Investing in alt proteins reduces methane emissions and creates jobs, says GINA – Vegan

The recently published Global Innovation Needs Assessment (GINA) report, Food system methane innovation, It highlights the critical importance of investing in sustainable proteins such as plant-based and farmed meats to reduce methane emissions and grow the global economy at large.

“It’s great to see this report highlighting the need for government investment around the world to develop and scale up this food”

Developed by the US public charity Climate Works Foundation and the Global Methane Hub, a philanthropic organization dedicated to reducing global methane emissions, the research provides new data and estimates on how the food and agriculture sector can reduce methane emissions to limit climate change. the world.

Chef Moran Lidor's native Singaporean fish dish
© Shlomi Arabev

The methane problem

In 2022, the Intergovernmental Panel on Climate Change estimates that past methane emissions from human activities are responsible for about a third of global warming.

Methane traps more heat in the atmosphere per molecule than carbon dioxide (CO2), making it 80 times more harmful than CO2 20 years after it is emitted.
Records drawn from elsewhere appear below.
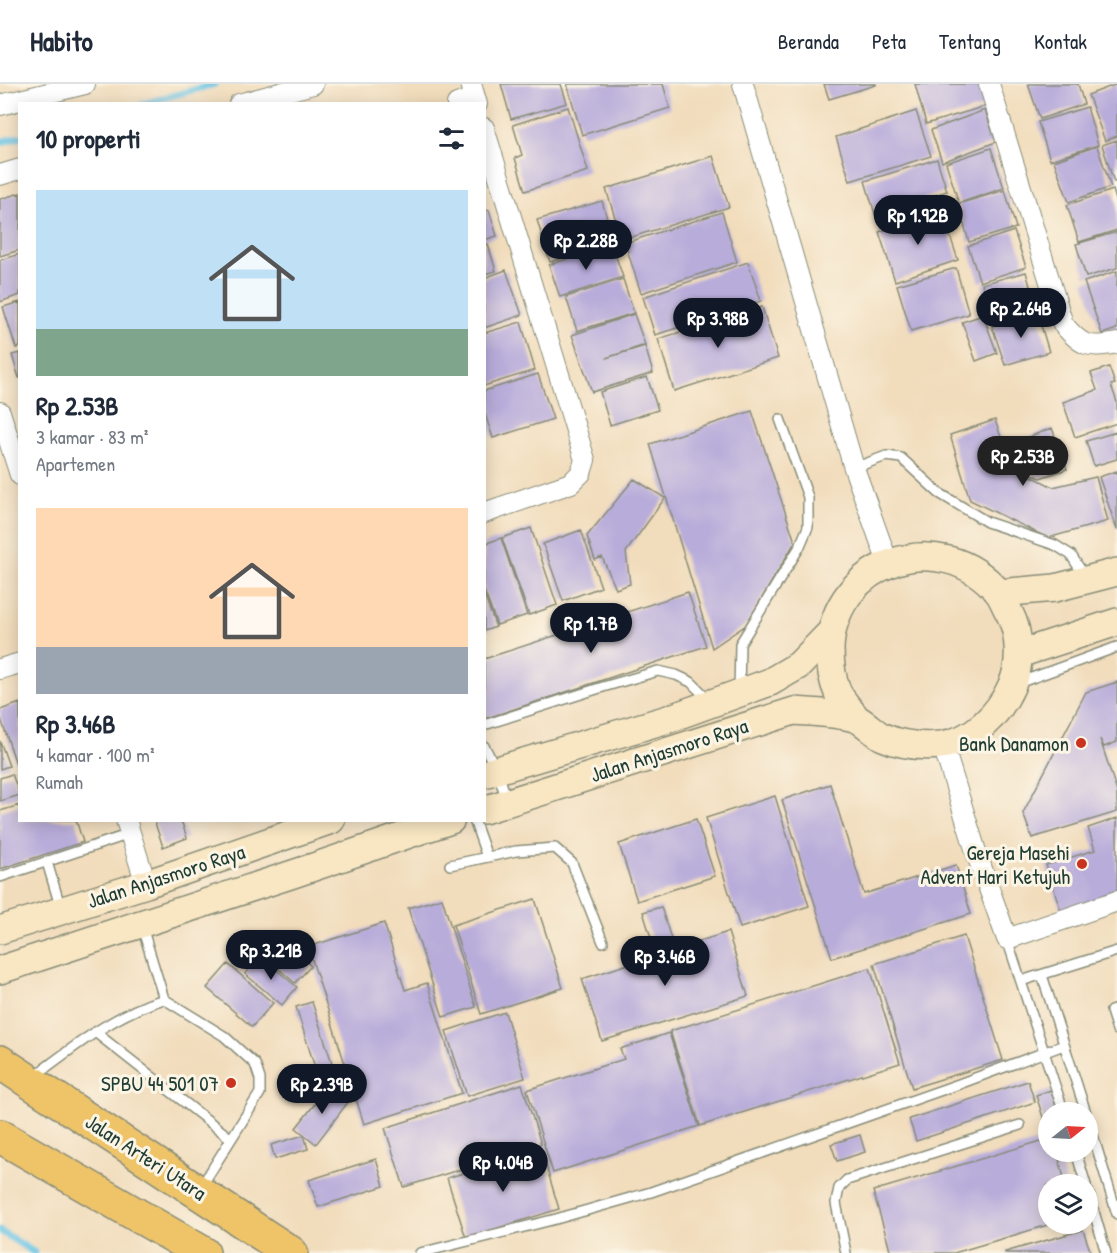 <!DOCTYPE html>
<html lang="id">
<head>
<meta charset="utf-8">
<style>
	:root { --surface:#fff; --page:#f2f2f3; --text:#1f2937; --muted:#747a83; --line:#e0e1e3; --accent:#111827 }
	body { margin:0; font-family:"Patrick Hand",sans-serif; background:var(--page); color:var(--text); height:100vh; display:flex; flex-direction:column; font-size:22px; white-space:nowrap }
	* { box-sizing:border-box; margin:0 }
	p { font-size:20px; color:var(--muted) }
	.icon { flex:none; width:33px; height:33px; fill:none; stroke:currentColor; stroke-width:2; stroke-linecap:round; stroke-linejoin:round }
	.map { position:relative; flex:1; overflow:hidden }
	.drawer { position:absolute; left:18px; top:18px; width:468px; height:720px; display:flex; flex-direction:column; background:var(--surface); border-radius:0px; box-shadow:0 3px 15px #0003 }
	.drawer>* { flex:none }
	.needle { width:39px; rotate:72deg }
	.fabs { position:absolute; left:1038px; top:1018px; display:grid; gap:12px }
	.fabs a { display:grid; place-items:center; width:60px; height:60px; border-radius:50%; background:var(--surface); box-shadow:0 3px 15px #0003; font-size:30px }
	.price { position:absolute; translate:-50% -51px; padding:0 14px; border-radius:21px; background:var(--accent); color:#fff; font-size:20px; line-height:39px; filter:drop-shadow(0 2px 3px #0008) }
	.price::after { content:''; position:absolute; left:50%; top:36px; width:18px; height:14px; margin-left:-9px; background:inherit; clip-path:polygon(0 0,100% 0,50% 100%) }
	.price.current { background:#222; color:#fff }
	ul { padding:0; list-style:none }
	li { display:grid; align-content:center; gap:12px; height:318px; padding:0 18px }
	li span { display:grid; place-items:center; height:186px; border-radius:0px; color:#555 }
	li>.icon { margin-inline-start:auto }
	span .icon { width:108px; height:108px; fill:#fffc; stroke-width:1 }
	li b { font-size:26px }
	h2 { display:flex; justify-content:space-between; align-items:center; height:72px; padding:0 18px; font-size:26px }
	header { display:flex; align-items:center; gap:36px; box-sizing:border-box; height:84px; padding:0 30px; background:var(--surface); border-bottom:2px solid var(--line) }
	header strong { font-size:28px }
	nav { display:flex; gap:33px; margin-inline-start:auto; font-size:21px }
	.map>svg:first-child { display:block }
	.lines { fill:none; stroke-linecap:round; stroke-linejoin:round }
	.stream { stroke:#68c4e6; stroke-width:7 }
	.building { fill:#b8acda }
	.lane-casing { stroke:#888c78; stroke-width:12 }
	.street-casing { stroke:#888c78; stroke-width:22 }
	.secondary-casing { stroke:#888c78; stroke-width:30 }
	.highway-casing { stroke:#888c78; stroke-width:36 }
	.lane { stroke:#fff; stroke-width:9 }
	.street { stroke:#fff; stroke-width:20 }
	.secondary { stroke:#f9e7c3; stroke-width:27 }
	.highway { stroke:#efc469; stroke-width:33 }
	.poi-dot { fill:#c8321e; stroke:#fcf5e5; stroke-width:2 }
	.labels { text-anchor:middle; dominant-baseline:central; stroke-width:6; stroke-linejoin:round; paint-order:stroke }
	.poi-label { font-size:21px; fill:#1f3d34; stroke:#fcf5e5; text-anchor:end }
	.street-label { font-size:21px; fill:#1f3d34; stroke:#fcf5e5 }
</style>
</head>
<body>
<header>
<strong>Habito</strong>
<nav><a>Beranda</a><a>Peta</a><a>Tentang</a><a>Kontak</a></nav>
</header>
<div class="map">
<svg width="1117" height="1169" viewBox="0 0 1117 1169">
	<rect width="100%" height="100%" fill="#fcf5e5"/>
	<filter id="ink" filterUnits="userSpaceOnUse"><feTurbulence type="fractalNoise" baseFrequency=".0167" numOctaves="2"/><feDisplacementMap in="SourceGraphic" scale="12" xChannelSelector="R" yChannelSelector="G"/><feConvolveMatrix kernelMatrix="1 2 1 2 8 2 1 2 1" color-interpolation-filters="sRGB"/></filter>
	<filter id="wash" filterUnits="userSpaceOnUse"><feTurbulence type="fractalNoise" baseFrequency=".008" numOctaves="4" result="noise"/><feDisplacementMap in="SourceGraphic" scale="24" xChannelSelector="R" yChannelSelector="G"/><feGaussianBlur stdDeviation="1.35" result="paint"/><feColorMatrix in="noise" values="0 0 0 0 0 0 0 0 0 0 0 0 0 0 0 0 0 1.4 0 .05"/><feComposite in="paint" operator="in"/></filter>
	<g filter="url(#wash)">
		<rect width="100%" height="100%" fill="#f1dcbb"/>
		<g class="lines">
			<path class="stream" d="M143 20 215 0
				M0 58 20 53
				M0 1147 35 1169"/>
		</g>
		<g id="blocks">
			<path class="building" d="M501 0H561L567 19 511 35Z
				M567 0H663L670 24 582 51Z
				M824 0H876V1L829 15Z
				M915 0H980L986 22 926 40Z
				M1028 0H1078L1084 20 1040 35Z
				M1117 0V52L1105 57 1088 11Z
				M568 23 588 87 525 107 515 74 522 71 513 41Z
				M1087 23 1098 61 1050 76 1038 38Z
				M985 26 996 58 942 78 931 46Z
				M916 27 931 72 850 97 836 53Z
				M1117 56V97L1114 98 1102 61Z
				M1097 62 1111 103 1069 118 1054 77Z
				M991 64 1004 104 959 119 946 79Z
				M713 72 729 123 622 156 606 105Z
				M937 75 947 107 875 130 865 97Z
				M1005 106 1016 144 969 158 958 120Z
				M1113 106 1117 119V146L1079 158 1067 121Z
				M20 109V166L0 172V115Z
				M602 117 614 159 550 178 537 136Z
				M489 126 497 152 484 156V127Z
				M942 127 958 176 895 197 879 148Z
				M722 128 737 178 641 209 625 159Z
				M1014 147 1026 183 980 198 968 162Z
				M1117 148V184L1086 193 1076 160Z
				M488 160 496 187 484 190V161Z
				M612 161 623 193 560 213 549 181Z
				M20 170V211L0 218V176Z
				M748 178 761 217 655 251 643 213Z
				M956 184 969 230 911 247 897 201Z
				M506 186 522 231 484 244V194Z
				M1117 187V245L1102 250 1084 198Z
				M1026 188 1037 226 994 238 982 200Z
				M623 195 634 229 577 247 566 213Z
				M20 218V263L16 264 3 223Z
				M762 223 778 274 674 307 658 255Z
				M1037 228 1049 268 1005 281 992 242Z
				M634 230 645 261 606 274 645 262 653 289 592 308 572 251Z
				M983 231 997 269 976 277 962 238Z
				M521 238 535 286 484 302V249Z
				M20 269V294H19L12 271Z
				M1109 283 1115 300 1111 301 1117 318V339L1075 353 1063 318 1097 306 1091 289Z
				M538 290 553 335 493 354 484 327V307Z
				M647 293 658 326 610 341 600 308Z
				M752 327 795 458 746 541 712 564 650 360Z
				M995 336 1011 382 1053 403 1096 393 1108 437 1048 454 970 416 950 351Z
				M1052 344 1067 385 1040 394 1014 381 1008 361Z
				M1116 348 1117 375 1094 382 1086 357Z
				M1117 387V446L1099 393Z
				M634 395 665 414 626 468 630 500 616 505 602 473 595 476 587 452Z
				M531 444 557 521 529 531 502 454Z
				M581 446 601 503 563 517 543 460Z
				M501 454 527 531 497 541 484 506V460Z
				M688 508 706 562 484 635V575Z
				M484 511 496 543 484 547Z
				M1117 598V658L1104 663 1100 655 1117 708V728L1032 754 1023 729 1086 608Z
				M20 619V682L17 683 0 632V626Z
				M0 657 9 682 0 685Z
				M12 690 20 711 0 717V694Z
				M830 700 864 810 956 781 971 830 832 874 782 716Z
				M775 712 809 822 740 844 706 734Z
				M20 721V736H76L83 758 0 785V727Z
				M1117 734V810L1061 827 1046 781 1095 766 1088 744Z
				M696 735 715 792 637 817 619 760Z
				M154 736H181L187 754 163 763Z
				M442 814 476 923 443 933 408 824Z
				M535 815 563 904 481 930 453 841Z
				M661 823 672 858 654 863 643 828Z
				M384 839 405 906 427 899 462 1009 364 1040 308 863Z
				M728 848 748 912 602 957 582 895Z
				M964 852 1003 976 912 1004 874 880Z
				M285 858 311 882 295 899 269 876Z
				M260 872 297 903 282 921 245 890Z
				M228 880 273 919 252 943 207 904Z
				M870 884 900 979 700 1042 670 947Z
				M312 918 335 988 318 993 296 923Z
				M505 928 525 994 467 1012 446 947Z
				M669 949 699 1042 553 1089 527 1006 624 975 620 965Z
				M1028 997 1035 1018 916 1057 909 1035Z
				M522 1000 541 1060 404 1103 385 1044Z
				M329 1002 349 1017 316 1060 296 1044Z
				M1051 1006 1058 1029H1048V1042L1046 1043 1036 1011Z
				M304 1051 308 1065 275 1075 271 1061Z
				M860 1051 865 1068 837 1077 831 1060Z
				M1048 1055V1068H1057L1066 1101H1048V1141L954 1169H891L873 1107Z
				M541 1065 559 1125 466 1154 447 1094Z
				M376 1075 384 1102 318 1123 309 1096Z
				M1083 1146 1091 1169H1005V1168Z"/>
		</g>
	</g>
	<g filter="url(#ink)">
		<use href="#blocks" fill-opacity="0" stroke="#888c78" stroke-width="1.5"/>
		<g class="lines">
			<defs>
				<path id="lane" d="M854 384 886 372 901 374 939 409 987 438 1055 461 1071 471 1085 493
					M1018 599 1117 563
					M739 608 740 560 799 464 808 443V413L780 335
					M484 641 603 603 658 587 676 591 691 598 710 617
					M484 662 497 686 507 716
					M474 736 487 773
					M47 778 61 825
					M450 781 516 767 555 764 572 779 603 858
					M0 793 130 750
					M142 843 164 915
					M1007 855 1064 1029
					M1042 891 1086 1029
					M1021 897 1117 867
					M1117 925 1111 927 1117 946
					M95 948 230 1054
					M33 993C74 963 114 930 164 915L224 952 255 980 260 995V1009L201 1103
					M1088 1035 1117 1130
					M1076 1068 1086 1101
					M1088 1107 1106 1169
					M420 1169 556 1135 651 1108 959 1000 1064 961
					M846 1169 836 1119 839 1104 847 1096 1020 1041"/>
				<path id="street" d="M471 0 477 20
					M743 0 854 384 888 479
					M989 0 1063 240C1081 262 1089 265 1117 259
					M239 20 313 0
					M457 20 475 14
					M0 21 85 0
					M484 44 585 376 581 389 571 399 484 429
					M0 91 20 85
					M0 328 20 391
					M0 585 20 579
					M943 661 977 771 1007 855 1117 817
					M126 736 146 800"/>
				<path id="secondary" d="M999 509 1055 504 1117 488
					M1019 570 1117 538
					M484 690 668 635 770 598 799 581 831 548
					M484 726 794 627C810 628 842 629 857 635 866 639 874 649 883 653 901 661 921 663 941 661 973 657 999 630 1011 603 1022 581 1020 549 1009 528 1005 522 1003 514 998 508 941 440 833 477 830 565 830 580 832 596 838 609 843 618 851 627 857 635
					M0 846 146 800 331 736
					M0 886C93 856 186 826 278 795 336 776 393 755 451 736"/>
				<path id="highway" d="M0 978 291 1169
					M0 1052 203 1169"/>
			</defs>
			<use href="#lane" class="lane-casing"/>
			<use href="#street" class="street-casing"/>
			<use href="#secondary" class="secondary-casing"/>
			<use href="#highway" class="highway-casing"/>
			<use href="#lane" class="lane"/>
			<use href="#street" class="street"/>
			<use href="#secondary" class="secondary"/>
			<use href="#highway" class="highway"/>
		</g>
	</g>
	<g class="poi-dot">
		<circle cx="1081" cy="659" r="6"/>
		<circle cx="1082" cy="780" r="6"/>
		<circle cx="231" cy="999" r="6"/>
	</g>
	<g class="labels">
		<g class="poi-label">
			<text x="1069" y="659">Bank Danamon</text>
			<text x="1070" y="768">Gereja Masehi<tspan x="1070" dy="24">Advent Hari Ketujuh</tspan></text>
			<text x="219" y="999">SPBU 44 501 07</text>
		</g>
		<g class="street-label">
			<text transform="translate(669 666) rotate(-18)">Jalan Anjasmoro Raya</text>
			<text transform="translate(166 792) rotate(-18)">Jalan Anjasmoro Raya</text>
			<text transform="translate(146 1073) rotate(33)">Jalan Arteri Utara</text>
		</g>
	</g>
</svg>
<div class="fabs">
<a><svg class="needle" viewBox="-14 -14 28 28"><path d="M0-13l5 13h-10z" fill="#e53935"/><path d="M0 13l5-13h-10z" fill="#747a83"/></svg></a>
<a><svg class="icon" aria-label="layers" viewBox="0 0 24 24"><path d="M12 4l9 5-9 5-9-5zM3 14l9 5 9-5"/></svg></a>
</div>
<b class="price" style="left:918px;top:162px">Rp 1.92B</b>
<b class="price" style="left:586px;top:187px">Rp 2.28B</b>
<b class="price" style="left:1021px;top:255px">Rp 2.64B</b>
<b class="price" style="left:718px;top:265px">Rp 3.98B</b>
<b class="price current" style="left:1023px;top:403px">Rp 2.53B</b>
<b class="price" style="left:591px;top:570px">Rp 1.7B</b>
<b class="price" style="left:271px;top:897px">Rp 3.21B</b>
<b class="price" style="left:665px;top:903px">Rp 3.46B</b>
<b class="price" style="left:322px;top:1031px">Rp 2.39B</b>
<b class="price" style="left:503px;top:1109px">Rp 4.04B</b>
<section class="drawer">
<h2>10 properti<svg class="icon" aria-label="filters" viewBox="0 0 24 24"><path d="M4 7h16M4 17h16"/><circle cx="9" cy="7" r="2"/><circle cx="15" cy="17" r="2"/></svg></h2>
<ul>
<li><span style="background:linear-gradient(#bfe0f5 75%,#7fa58c 0)"><svg class="icon" aria-label="home" viewBox="0 0 24 24"><path d="M3 11l9-7 9 7M6 9v11h12V9"/></svg></span><div><b>Rp 2.53B</b><p>3 kamar · 83 m²</p><p>Apartemen</p></div></li>
<li><span style="background:linear-gradient(#ffd9b3 75%,#9aa5b1 0)"><svg class="icon" aria-label="home" viewBox="0 0 24 24"><path d="M3 11l9-7 9 7M6 9v11h12V9"/></svg></span><div><b>Rp 3.46B</b><p>4 kamar · 100 m²</p><p>Rumah</p></div></li>
</ul>
</section>
</div>
</body>
</html>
Despite constantly replenishing its atmospheric volume, methane emissions are not effectively managed due to a lack of common technical procedures and standard reporting procedures, argues UNECE.

According to GINA, the food system is responsible for 60% of global anthropogenic methane emissions. Most of these emissions come from three sources: animal husbandry, food loss and waste, and rice cultivation.

Dairy-free chickpea milk for babies
© Tally Foods

Recommendations for Govt

The report includes a series of policy recommendations for governments, with the authors finding that expanding the range of alt proteins will be critical to reducing emissions of climate change-causing gases from the global food system.

Furthermore, GINA states that investment in methane innovation across the animal agriculture, rice and waste sectors could support 118 million jobs worldwide, contributing $700 billion to the global economy by 2050 (98% of investment will come from alt proteins).

The authors also note that as these novel foods face cost, affordability and consumer acceptance barriers, “we need cheaper and better alternatives, supported by strong and consistent financial and regulatory criteria.”

UPSIDE Foods releases the next generation of cultured ground meat products
Photo courtesy of UPSIDE Foods

The role of Alt proteins in the climate crisis

In conclusion, the GINA Synthesis Report emphasizes the need to invest in sustainable proteins to reduce methane emissions and create new jobs in the face of global warming. Deep changes in food production are essential to ensure a healthier and more sustainable future.

The Good Food Institute Europe, an international non-profit working to promote these foods, welcomed the report by sharing the following statistics on alt protein GHG emissions.

Seren Kell, senior science and technology manager at the Good Food Institute Europe, said: “Plant-based and farmed meat can reduce CO2 as well as dangerous methane emissions and are essential to meet human demand for meat without causing climate change. It is great to see this report highlighting the need for governments around the world to invest in developing and scaling these foods, improving their quality and reducing costs, ensuring they are available to all.”